The two of them were still finding each other in the dark, in many ways. Their wolves were working out their own relationship, every time the moon came up. Chey had seen the movies, but now she knew it wasn't true, that thing about werewolves only changing under the full moon. Chey and Powell transformed every time the moon rose over the horizon whether it was full or new, whether it happened in the middle of the day or only after midnight.

The change was ecstatic. For the wolves it felt like being joyously reborn. They had spent the long hours when the moon was down trapped in bodies that were fragile, slow, and half-blind-at least compared to the glorious forms the wolves possessed. The wolves emerged from flashes of silver light into a great symphony of smells and sounds, into wind that had more colors than their eyes could see, into bodies that were strong and sleek and fast.

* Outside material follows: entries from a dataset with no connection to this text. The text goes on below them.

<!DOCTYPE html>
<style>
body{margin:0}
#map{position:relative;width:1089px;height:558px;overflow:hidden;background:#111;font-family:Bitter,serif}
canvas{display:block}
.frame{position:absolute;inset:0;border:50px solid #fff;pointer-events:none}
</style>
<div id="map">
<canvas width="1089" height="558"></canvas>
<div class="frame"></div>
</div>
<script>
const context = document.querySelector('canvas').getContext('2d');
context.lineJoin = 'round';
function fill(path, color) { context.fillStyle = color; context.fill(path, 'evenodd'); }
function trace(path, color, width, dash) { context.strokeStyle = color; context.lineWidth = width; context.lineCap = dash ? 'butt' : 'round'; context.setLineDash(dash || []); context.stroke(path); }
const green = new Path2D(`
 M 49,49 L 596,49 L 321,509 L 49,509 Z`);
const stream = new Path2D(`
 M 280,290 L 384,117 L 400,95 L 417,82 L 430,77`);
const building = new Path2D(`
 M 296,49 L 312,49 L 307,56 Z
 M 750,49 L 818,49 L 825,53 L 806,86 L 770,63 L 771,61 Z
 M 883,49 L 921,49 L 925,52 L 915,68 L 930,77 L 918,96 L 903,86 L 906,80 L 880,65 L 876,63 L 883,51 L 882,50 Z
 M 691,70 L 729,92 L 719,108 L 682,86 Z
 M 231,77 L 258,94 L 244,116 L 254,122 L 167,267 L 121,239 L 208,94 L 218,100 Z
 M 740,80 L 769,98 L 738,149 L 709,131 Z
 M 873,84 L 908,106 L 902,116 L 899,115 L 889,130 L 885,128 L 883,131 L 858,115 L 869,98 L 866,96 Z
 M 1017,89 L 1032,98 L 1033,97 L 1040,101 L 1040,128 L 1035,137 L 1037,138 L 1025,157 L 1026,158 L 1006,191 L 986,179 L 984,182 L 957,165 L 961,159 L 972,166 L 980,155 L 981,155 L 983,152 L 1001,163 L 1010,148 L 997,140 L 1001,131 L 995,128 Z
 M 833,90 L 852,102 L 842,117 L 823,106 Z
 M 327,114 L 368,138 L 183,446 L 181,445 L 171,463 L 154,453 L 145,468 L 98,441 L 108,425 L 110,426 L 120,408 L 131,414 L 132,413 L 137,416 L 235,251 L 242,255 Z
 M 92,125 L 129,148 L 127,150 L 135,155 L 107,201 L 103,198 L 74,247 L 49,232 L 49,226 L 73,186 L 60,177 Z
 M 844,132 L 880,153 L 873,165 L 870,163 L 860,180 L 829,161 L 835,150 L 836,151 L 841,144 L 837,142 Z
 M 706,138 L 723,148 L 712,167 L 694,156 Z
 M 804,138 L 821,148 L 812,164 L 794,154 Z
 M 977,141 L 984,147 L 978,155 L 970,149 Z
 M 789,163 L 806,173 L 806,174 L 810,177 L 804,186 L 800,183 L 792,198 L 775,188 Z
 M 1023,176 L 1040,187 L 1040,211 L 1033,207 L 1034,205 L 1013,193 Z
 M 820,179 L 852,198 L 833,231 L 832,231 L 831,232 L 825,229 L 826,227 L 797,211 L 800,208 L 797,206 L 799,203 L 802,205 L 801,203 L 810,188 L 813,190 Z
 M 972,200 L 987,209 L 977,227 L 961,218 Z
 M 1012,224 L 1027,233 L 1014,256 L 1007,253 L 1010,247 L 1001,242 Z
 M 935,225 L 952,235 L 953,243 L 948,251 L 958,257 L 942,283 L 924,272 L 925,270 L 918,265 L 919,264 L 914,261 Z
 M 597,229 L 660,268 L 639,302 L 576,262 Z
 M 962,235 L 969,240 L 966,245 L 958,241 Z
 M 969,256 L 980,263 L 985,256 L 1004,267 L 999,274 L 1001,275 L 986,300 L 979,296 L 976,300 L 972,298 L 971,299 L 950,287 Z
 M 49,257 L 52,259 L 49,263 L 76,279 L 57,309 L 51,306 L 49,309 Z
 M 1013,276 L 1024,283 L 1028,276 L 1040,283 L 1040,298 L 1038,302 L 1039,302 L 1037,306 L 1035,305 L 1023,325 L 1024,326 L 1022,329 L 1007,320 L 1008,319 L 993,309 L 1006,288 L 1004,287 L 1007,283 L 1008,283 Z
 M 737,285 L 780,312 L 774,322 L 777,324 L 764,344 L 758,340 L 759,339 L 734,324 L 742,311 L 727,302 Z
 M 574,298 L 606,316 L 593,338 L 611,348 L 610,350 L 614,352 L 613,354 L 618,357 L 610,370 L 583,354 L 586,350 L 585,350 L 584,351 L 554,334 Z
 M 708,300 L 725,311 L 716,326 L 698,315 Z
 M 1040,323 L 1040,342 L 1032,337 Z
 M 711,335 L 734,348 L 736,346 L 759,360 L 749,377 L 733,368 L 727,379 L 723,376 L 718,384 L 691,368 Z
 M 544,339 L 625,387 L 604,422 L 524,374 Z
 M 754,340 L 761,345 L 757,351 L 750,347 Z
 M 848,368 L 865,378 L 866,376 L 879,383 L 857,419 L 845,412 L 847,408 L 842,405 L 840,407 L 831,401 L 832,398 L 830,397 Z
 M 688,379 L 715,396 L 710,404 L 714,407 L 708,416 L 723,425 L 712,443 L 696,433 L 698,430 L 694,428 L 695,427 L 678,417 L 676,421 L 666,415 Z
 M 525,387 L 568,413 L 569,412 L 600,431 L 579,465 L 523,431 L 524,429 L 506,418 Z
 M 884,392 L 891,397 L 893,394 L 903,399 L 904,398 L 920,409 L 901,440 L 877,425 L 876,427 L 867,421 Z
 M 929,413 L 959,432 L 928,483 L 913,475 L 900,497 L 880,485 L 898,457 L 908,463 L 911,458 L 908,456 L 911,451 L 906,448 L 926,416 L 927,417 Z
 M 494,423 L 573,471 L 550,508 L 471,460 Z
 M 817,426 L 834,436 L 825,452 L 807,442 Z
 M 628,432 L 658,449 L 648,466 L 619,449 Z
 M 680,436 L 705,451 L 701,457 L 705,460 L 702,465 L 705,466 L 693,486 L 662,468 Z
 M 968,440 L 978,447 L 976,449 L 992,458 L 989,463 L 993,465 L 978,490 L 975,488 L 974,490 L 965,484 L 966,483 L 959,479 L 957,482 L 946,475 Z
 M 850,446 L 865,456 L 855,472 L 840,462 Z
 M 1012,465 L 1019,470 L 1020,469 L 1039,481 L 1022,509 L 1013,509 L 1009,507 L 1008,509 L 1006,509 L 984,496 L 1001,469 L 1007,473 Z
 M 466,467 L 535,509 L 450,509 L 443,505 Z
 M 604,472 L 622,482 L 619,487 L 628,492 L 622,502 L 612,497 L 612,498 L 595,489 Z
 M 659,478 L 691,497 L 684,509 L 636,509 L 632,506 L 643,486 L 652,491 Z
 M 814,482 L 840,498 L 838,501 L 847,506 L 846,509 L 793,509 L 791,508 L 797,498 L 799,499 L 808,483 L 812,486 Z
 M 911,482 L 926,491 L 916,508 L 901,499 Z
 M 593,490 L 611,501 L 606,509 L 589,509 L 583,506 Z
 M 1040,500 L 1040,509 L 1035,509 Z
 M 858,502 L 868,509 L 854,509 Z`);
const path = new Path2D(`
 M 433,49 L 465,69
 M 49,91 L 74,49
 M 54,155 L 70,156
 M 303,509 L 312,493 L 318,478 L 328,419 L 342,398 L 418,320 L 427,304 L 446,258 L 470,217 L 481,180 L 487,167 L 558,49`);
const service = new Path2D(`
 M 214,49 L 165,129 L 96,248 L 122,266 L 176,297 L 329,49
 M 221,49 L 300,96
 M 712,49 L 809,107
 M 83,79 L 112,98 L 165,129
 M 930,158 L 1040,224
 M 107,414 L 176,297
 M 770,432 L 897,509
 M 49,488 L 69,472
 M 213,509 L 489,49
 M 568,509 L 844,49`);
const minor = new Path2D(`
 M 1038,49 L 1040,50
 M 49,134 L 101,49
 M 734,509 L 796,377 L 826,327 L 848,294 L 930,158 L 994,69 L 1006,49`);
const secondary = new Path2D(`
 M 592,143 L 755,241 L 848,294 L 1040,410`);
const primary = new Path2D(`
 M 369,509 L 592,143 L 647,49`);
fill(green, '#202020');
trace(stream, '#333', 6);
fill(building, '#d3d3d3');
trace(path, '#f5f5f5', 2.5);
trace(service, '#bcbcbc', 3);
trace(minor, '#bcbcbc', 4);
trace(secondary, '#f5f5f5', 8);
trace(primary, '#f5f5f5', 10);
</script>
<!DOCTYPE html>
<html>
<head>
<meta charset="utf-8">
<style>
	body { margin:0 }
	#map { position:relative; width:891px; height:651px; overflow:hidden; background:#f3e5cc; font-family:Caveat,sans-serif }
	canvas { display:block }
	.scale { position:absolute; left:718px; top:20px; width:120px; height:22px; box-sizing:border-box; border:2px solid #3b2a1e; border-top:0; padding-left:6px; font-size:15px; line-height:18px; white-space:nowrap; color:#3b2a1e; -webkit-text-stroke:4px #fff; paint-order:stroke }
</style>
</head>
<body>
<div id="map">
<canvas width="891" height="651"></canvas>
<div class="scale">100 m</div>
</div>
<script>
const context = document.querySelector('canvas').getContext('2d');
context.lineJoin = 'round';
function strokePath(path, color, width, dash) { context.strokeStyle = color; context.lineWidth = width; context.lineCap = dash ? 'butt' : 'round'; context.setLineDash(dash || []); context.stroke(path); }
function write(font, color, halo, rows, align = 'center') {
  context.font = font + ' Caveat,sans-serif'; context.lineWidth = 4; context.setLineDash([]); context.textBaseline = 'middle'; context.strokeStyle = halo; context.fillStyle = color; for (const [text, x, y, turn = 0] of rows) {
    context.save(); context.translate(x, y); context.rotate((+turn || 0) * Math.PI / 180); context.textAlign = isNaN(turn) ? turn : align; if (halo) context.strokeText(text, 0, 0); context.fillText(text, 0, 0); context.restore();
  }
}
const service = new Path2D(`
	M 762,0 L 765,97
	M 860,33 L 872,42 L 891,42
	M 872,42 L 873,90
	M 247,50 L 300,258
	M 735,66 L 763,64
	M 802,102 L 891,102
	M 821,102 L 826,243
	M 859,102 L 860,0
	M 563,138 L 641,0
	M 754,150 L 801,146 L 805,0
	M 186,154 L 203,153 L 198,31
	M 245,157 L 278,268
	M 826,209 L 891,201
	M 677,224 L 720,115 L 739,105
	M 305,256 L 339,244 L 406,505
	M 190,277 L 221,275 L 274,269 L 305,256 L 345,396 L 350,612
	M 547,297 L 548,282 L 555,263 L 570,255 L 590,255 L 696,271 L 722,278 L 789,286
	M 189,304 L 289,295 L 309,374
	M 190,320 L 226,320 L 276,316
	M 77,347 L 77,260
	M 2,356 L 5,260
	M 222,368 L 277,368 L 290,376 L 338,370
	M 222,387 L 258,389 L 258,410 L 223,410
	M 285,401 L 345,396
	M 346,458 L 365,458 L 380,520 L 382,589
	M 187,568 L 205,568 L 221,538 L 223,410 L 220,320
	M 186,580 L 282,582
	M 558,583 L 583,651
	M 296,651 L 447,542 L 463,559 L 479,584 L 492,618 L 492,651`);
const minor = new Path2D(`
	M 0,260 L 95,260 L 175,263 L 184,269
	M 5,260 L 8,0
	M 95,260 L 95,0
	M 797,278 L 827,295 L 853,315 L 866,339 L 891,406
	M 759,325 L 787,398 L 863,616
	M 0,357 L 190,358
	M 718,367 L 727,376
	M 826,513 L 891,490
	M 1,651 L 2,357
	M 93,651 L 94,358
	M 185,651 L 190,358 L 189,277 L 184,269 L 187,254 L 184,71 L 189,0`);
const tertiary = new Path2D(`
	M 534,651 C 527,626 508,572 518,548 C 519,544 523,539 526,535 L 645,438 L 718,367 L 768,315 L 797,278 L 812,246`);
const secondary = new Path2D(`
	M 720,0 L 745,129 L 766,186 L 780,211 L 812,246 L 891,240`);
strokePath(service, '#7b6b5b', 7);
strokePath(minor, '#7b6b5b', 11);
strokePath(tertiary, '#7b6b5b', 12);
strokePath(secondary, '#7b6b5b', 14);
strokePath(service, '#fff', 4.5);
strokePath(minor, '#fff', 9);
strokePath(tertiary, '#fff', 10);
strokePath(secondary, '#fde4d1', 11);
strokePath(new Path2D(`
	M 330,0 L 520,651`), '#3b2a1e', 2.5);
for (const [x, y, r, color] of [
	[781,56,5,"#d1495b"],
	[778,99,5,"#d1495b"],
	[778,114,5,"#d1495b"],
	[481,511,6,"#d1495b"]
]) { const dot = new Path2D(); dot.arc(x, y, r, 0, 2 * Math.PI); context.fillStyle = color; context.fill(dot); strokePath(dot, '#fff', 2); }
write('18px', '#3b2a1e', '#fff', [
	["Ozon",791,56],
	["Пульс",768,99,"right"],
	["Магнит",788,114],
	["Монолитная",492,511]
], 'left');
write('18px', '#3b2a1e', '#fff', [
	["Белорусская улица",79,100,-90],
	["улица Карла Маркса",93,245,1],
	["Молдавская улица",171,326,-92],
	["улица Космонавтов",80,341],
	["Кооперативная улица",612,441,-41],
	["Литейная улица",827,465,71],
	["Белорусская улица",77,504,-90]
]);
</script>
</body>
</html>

The wolves ran and played and sported-and hunted. With flashing jaws they snapped at the snow on the ground, snatching up the little bright warm things that burrowed underneath. Blood flecked their muzzles and their paws and their bellies, finally, were full. The cold night air was bracing, not frigid, and the stars overhead were bright enough to see by, even when the imperious moon grew dark.

They marked their territory. They considered digging snug dens in the earth while it was still soft, and decided against it. The air was still warm enough, the days still long enough, that there was time to play.

How they played. The two of them danced about each other, ran arcs around each other, leaping sideways to keep their eyes locked even as they spun and turned. They snapped and nipped at each other's snouts, feinted with slashing paws and butted each others' sides with their heads, their powerful necks craning to try to get at each other's bellies.

He was stronger, and slightly bigger than her. Still he won only by trickery, by dashing up along a high tussock of grass and then crashing down onto her shoulders, spilling them both across the snow-strewn ground, sending them rolling. When she tried to right herself, to get her broad paws back down on the earth where they belonged, he was on top of her, pinning her with his weight across her chest, his jaws hovering over the soft flesh of her belly.